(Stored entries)
☆ ☆ ☆ ☆

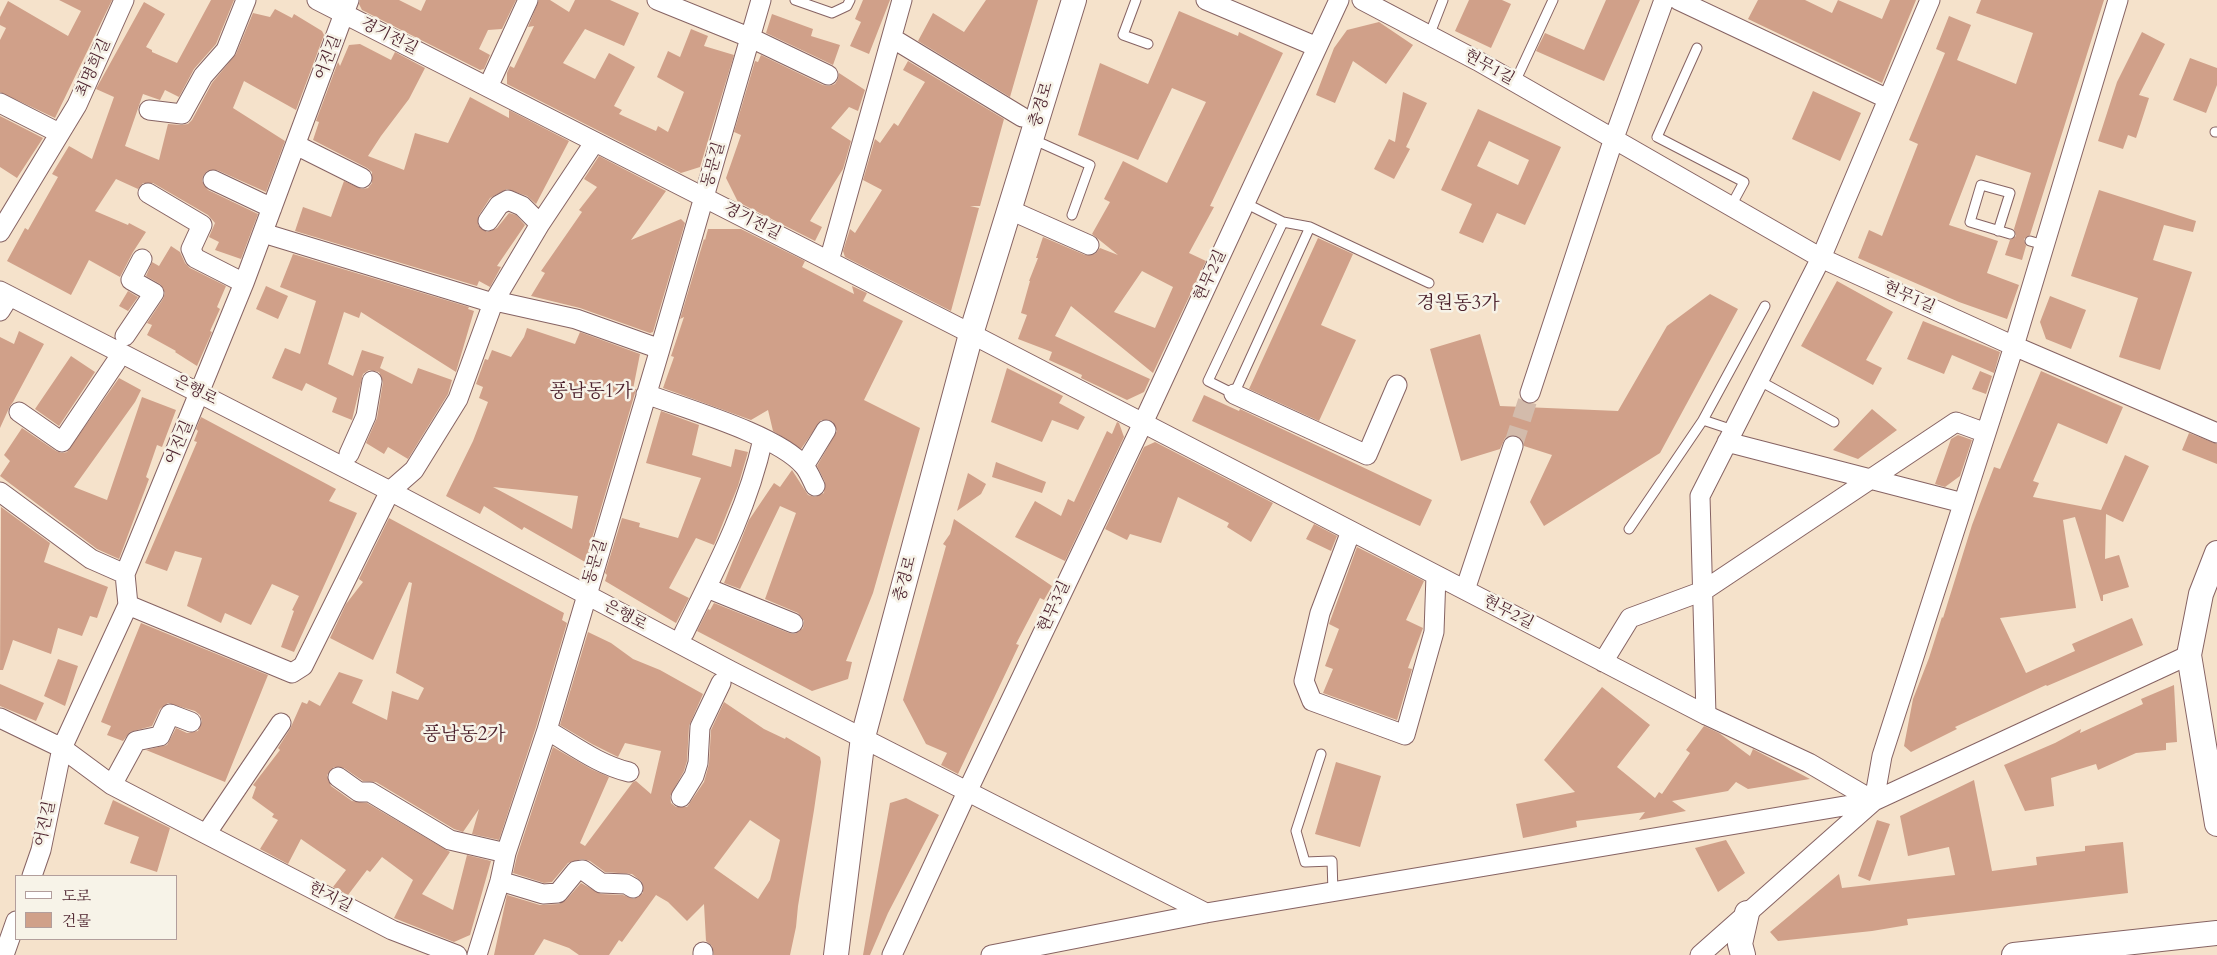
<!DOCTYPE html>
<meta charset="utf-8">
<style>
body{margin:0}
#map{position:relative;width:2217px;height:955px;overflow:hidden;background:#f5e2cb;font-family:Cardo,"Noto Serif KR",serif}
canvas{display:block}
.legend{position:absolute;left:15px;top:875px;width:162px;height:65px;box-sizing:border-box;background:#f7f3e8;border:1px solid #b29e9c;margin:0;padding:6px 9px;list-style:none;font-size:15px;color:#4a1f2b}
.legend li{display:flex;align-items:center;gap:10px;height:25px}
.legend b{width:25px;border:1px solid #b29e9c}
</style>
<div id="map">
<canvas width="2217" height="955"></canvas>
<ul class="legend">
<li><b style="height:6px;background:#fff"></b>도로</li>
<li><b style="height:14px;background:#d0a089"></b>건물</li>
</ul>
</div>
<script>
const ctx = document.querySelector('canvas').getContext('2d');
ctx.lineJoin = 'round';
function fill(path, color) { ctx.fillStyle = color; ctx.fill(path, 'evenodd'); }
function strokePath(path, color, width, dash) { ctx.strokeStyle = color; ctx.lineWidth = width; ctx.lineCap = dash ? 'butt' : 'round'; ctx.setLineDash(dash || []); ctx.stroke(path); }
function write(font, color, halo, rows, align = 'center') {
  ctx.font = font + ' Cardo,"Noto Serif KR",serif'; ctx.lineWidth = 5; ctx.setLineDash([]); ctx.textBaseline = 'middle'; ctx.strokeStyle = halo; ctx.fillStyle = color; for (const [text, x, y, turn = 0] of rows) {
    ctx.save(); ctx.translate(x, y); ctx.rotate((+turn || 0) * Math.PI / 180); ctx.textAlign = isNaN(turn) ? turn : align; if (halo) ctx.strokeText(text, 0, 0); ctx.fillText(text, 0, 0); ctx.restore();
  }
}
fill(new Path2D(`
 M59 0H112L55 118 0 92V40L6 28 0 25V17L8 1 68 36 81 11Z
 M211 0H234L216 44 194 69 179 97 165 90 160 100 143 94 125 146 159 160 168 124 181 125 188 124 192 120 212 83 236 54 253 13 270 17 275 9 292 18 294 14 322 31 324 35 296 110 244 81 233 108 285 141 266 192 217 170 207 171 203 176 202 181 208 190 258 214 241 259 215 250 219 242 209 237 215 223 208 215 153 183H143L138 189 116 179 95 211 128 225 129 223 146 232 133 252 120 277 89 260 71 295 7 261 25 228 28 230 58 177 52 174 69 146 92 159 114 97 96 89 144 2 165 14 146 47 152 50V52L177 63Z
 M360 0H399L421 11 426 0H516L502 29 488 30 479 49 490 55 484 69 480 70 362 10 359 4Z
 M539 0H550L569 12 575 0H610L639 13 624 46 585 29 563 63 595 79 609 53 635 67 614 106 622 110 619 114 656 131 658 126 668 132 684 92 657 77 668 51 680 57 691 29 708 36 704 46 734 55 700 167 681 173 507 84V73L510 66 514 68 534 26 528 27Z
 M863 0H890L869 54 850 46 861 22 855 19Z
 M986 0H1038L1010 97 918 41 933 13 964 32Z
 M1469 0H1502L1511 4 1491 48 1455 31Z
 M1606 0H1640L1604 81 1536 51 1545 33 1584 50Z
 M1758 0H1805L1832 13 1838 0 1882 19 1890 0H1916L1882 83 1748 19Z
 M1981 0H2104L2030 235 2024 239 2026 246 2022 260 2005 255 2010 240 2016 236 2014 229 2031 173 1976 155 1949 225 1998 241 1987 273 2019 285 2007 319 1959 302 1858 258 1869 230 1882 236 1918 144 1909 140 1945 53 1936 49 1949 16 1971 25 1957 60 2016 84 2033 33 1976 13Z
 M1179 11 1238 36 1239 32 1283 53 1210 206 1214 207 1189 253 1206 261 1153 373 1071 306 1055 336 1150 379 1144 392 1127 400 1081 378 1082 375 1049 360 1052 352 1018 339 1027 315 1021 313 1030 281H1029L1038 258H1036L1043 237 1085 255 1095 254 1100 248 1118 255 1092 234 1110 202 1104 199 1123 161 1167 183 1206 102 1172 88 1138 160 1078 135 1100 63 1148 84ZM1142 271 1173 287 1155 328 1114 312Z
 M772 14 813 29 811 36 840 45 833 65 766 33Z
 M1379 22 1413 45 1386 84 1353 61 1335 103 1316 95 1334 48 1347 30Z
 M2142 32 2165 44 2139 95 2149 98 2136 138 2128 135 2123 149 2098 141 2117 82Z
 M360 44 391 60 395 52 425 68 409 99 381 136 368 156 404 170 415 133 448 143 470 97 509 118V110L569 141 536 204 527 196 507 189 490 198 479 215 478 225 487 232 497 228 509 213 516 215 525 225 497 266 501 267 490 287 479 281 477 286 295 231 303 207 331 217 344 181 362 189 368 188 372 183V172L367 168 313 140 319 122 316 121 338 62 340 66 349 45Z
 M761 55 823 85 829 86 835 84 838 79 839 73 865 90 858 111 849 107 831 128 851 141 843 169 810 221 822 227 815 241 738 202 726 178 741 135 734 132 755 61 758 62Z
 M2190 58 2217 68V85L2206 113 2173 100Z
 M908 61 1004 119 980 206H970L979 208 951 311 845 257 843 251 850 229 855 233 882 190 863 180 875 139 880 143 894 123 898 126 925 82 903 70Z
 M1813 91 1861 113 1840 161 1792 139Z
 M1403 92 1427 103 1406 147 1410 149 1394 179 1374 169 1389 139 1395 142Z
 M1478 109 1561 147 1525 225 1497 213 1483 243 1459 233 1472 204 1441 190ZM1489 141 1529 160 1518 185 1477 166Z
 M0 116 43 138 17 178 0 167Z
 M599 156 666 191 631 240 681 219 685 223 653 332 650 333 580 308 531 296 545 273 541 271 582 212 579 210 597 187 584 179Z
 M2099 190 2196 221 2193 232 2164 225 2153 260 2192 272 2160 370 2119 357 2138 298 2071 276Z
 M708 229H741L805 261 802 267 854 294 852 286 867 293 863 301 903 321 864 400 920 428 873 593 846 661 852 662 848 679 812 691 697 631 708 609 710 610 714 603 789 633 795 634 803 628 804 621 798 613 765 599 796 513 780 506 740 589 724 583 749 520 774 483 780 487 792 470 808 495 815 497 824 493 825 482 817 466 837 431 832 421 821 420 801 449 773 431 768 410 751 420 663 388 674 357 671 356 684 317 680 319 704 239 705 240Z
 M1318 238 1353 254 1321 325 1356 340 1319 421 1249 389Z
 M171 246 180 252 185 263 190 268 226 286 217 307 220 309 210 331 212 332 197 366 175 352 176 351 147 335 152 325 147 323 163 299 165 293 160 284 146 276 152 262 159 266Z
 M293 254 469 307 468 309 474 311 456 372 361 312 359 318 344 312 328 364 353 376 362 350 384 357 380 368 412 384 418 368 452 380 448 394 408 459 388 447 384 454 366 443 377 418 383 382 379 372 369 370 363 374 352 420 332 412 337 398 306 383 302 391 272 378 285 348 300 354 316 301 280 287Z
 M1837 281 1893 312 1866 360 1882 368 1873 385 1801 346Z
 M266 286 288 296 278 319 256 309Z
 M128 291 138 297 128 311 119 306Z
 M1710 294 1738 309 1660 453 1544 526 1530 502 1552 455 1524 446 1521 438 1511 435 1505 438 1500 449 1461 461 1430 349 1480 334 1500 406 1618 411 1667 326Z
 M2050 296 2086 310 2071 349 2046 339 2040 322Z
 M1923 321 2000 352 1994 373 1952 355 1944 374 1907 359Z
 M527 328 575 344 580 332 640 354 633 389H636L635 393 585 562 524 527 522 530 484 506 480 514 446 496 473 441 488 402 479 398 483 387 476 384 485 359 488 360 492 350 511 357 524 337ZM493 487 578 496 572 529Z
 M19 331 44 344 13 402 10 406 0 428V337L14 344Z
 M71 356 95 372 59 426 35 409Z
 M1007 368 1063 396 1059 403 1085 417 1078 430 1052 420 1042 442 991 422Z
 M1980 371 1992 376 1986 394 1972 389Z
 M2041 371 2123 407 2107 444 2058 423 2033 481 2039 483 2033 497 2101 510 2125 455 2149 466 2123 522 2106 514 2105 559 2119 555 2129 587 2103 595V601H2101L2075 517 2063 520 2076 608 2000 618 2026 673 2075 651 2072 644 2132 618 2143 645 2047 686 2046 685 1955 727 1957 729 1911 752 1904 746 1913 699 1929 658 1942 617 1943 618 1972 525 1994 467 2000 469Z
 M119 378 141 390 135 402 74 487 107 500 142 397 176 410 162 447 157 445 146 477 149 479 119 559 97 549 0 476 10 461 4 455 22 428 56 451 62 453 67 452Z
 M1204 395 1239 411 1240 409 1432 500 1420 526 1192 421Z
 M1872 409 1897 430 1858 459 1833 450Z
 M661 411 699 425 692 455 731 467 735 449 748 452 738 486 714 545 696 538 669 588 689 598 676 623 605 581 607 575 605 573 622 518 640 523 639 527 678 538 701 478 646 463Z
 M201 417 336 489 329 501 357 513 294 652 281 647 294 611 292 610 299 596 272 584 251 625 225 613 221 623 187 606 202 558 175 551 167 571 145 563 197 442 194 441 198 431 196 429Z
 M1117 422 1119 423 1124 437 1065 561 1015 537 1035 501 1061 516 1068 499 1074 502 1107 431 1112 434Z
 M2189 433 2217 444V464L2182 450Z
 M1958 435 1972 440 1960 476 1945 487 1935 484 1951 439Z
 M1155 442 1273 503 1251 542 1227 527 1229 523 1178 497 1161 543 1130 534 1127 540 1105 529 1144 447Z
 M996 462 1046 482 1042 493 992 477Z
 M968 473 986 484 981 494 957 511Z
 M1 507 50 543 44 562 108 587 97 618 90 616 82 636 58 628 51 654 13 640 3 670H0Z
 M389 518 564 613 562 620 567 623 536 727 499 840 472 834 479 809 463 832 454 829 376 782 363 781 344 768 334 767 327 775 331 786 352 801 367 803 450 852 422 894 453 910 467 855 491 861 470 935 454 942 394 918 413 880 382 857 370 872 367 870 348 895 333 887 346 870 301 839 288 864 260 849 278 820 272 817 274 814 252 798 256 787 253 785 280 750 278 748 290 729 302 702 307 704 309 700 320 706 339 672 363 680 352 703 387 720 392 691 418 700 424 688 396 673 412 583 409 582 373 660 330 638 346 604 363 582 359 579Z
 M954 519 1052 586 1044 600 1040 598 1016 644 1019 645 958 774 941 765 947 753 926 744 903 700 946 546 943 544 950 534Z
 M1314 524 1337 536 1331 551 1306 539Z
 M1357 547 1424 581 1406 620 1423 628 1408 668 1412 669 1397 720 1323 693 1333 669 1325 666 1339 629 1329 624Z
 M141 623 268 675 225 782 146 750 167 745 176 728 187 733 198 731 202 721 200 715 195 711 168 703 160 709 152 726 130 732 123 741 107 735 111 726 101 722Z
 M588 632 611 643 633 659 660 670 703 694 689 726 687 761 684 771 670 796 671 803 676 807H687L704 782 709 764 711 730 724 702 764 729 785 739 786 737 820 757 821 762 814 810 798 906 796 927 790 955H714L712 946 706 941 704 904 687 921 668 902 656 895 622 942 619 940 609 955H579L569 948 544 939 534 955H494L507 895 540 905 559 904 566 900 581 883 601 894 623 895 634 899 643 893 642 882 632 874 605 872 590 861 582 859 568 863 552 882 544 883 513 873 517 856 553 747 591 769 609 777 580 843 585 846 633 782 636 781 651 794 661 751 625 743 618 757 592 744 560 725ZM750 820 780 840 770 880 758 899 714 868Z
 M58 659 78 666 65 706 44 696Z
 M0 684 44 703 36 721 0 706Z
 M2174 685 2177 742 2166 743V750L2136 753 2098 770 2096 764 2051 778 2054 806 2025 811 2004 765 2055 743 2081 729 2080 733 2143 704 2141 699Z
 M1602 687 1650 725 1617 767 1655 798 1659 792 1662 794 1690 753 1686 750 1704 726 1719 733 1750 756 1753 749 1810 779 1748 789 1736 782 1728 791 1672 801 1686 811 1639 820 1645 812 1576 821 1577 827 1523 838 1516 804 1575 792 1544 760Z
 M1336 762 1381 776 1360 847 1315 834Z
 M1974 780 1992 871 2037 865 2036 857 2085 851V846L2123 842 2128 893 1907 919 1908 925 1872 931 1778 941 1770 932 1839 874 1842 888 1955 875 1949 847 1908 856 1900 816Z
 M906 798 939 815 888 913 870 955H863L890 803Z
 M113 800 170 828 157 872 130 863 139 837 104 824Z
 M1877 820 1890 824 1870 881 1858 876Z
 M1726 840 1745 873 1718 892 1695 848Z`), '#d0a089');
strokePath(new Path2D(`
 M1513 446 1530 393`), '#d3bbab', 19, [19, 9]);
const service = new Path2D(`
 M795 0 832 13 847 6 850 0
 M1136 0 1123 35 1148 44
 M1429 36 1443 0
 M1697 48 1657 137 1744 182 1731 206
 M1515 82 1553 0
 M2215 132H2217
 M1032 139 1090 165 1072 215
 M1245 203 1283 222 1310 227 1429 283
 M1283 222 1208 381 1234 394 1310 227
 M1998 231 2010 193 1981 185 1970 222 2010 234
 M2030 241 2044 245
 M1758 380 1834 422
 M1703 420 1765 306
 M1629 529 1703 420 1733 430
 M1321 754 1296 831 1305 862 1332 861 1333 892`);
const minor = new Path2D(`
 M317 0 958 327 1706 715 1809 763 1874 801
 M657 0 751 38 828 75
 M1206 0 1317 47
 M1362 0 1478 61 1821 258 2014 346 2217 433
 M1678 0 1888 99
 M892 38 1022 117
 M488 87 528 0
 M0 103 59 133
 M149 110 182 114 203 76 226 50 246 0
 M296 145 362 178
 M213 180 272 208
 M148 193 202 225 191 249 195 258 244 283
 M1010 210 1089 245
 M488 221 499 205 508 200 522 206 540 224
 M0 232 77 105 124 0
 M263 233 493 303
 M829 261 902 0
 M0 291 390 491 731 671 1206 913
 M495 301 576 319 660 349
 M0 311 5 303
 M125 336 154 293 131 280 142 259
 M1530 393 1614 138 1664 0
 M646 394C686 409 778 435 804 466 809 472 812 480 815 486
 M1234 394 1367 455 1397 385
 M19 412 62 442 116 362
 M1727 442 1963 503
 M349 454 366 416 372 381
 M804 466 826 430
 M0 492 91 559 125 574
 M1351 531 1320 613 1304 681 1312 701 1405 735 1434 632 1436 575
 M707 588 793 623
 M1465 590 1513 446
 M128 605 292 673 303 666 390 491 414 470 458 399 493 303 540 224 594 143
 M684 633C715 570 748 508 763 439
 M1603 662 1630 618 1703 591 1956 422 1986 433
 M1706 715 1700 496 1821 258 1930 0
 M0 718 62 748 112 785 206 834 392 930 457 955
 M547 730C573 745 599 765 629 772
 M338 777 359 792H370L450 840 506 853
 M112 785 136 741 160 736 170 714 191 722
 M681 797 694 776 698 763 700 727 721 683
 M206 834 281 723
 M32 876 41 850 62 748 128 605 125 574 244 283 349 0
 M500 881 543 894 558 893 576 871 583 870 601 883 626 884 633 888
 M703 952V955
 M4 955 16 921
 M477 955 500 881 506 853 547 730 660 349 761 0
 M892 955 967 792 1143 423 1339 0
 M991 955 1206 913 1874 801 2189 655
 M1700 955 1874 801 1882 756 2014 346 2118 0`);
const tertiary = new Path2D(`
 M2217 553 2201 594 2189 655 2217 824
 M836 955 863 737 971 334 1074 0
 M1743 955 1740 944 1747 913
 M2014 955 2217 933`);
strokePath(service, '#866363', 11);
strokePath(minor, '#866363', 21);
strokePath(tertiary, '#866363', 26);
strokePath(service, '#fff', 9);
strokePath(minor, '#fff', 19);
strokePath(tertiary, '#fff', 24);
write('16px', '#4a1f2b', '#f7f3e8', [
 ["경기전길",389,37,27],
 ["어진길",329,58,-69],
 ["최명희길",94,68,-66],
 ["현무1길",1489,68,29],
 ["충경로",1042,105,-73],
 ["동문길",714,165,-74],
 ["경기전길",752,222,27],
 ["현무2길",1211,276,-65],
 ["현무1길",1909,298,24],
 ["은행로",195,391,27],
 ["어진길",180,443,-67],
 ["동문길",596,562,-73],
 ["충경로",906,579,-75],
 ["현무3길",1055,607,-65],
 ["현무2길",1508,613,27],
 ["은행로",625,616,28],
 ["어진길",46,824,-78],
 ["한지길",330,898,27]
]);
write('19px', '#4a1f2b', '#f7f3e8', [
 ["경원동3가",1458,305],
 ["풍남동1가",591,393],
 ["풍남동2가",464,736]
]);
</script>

☆ ☆ ☆ ☆

Exercise |
Your task is to return the lines above, from the first one up to and including the line containing "M360 0H399L421 11", minus any pictures.

Written answer |
<!DOCTYPE html>
<meta charset="utf-8">
<style>
body{margin:0}
#map{position:relative;width:2217px;height:955px;overflow:hidden;background:#f5e2cb;font-family:Cardo,"Noto Serif KR",serif}
canvas{display:block}
.legend{position:absolute;left:15px;top:875px;width:162px;height:65px;box-sizing:border-box;background:#f7f3e8;border:1px solid #b29e9c;margin:0;padding:6px 9px;list-style:none;font-size:15px;color:#4a1f2b}
.legend li{display:flex;align-items:center;gap:10px;height:25px}
.legend b{width:25px;border:1px solid #b29e9c}
</style>
<div id="map">
<canvas width="2217" height="955"></canvas>
<ul class="legend">
<li><b style="height:6px;background:#fff"></b>도로</li>
<li><b style="height:14px;background:#d0a089"></b>건물</li>
</ul>
</div>
<script>
const ctx = document.querySelector('canvas').getContext('2d');
ctx.lineJoin = 'round';
function fill(path, color) { ctx.fillStyle = color; ctx.fill(path, 'evenodd'); }
function strokePath(path, color, width, dash) { ctx.strokeStyle = color; ctx.lineWidth = width; ctx.lineCap = dash ? 'butt' : 'round'; ctx.setLineDash(dash || []); ctx.stroke(path); }
function write(font, color, halo, rows, align = 'center') {
  ctx.font = font + ' Cardo,"Noto Serif KR",serif'; ctx.lineWidth = 5; ctx.setLineDash([]); ctx.textBaseline = 'middle'; ctx.strokeStyle = halo; ctx.fillStyle = color; for (const [text, x, y, turn = 0] of rows) {
    ctx.save(); ctx.translate(x, y); ctx.rotate((+turn || 0) * Math.PI / 180); ctx.textAlign = isNaN(turn) ? turn : align; if (halo) ctx.strokeText(text, 0, 0); ctx.fillText(text, 0, 0); ctx.restore();
  }
}
fill(new Path2D(`
 M59 0H112L55 118 0 92V40L6 28 0 25V17L8 1 68 36 81 11Z
 M211 0H234L216 44 194 69 179 97 165 90 160 100 143 94 125 146 159 160 168 124 181 125 188 124 192 120 212 83 236 54 253 13 270 17 275 9 292 18 294 14 322 31 324 35 296 110 244 81 233 108 285 141 266 192 217 170 207 171 203 176 202 181 208 190 258 214 241 259 215 250 219 242 209 237 215 223 208 215 153 183H143L138 189 116 179 95 211 128 225 129 223 146 232 133 252 120 277 89 260 71 295 7 261 25 228 28 230 58 177 52 174 69 146 92 159 114 97 96 89 144 2 165 14 146 47 152 50V52L177 63Z
 M360 0H399L421 11 426 0H516L502 29 488 30 479 49 490 55 484 69 480 70 362 10 359 4Z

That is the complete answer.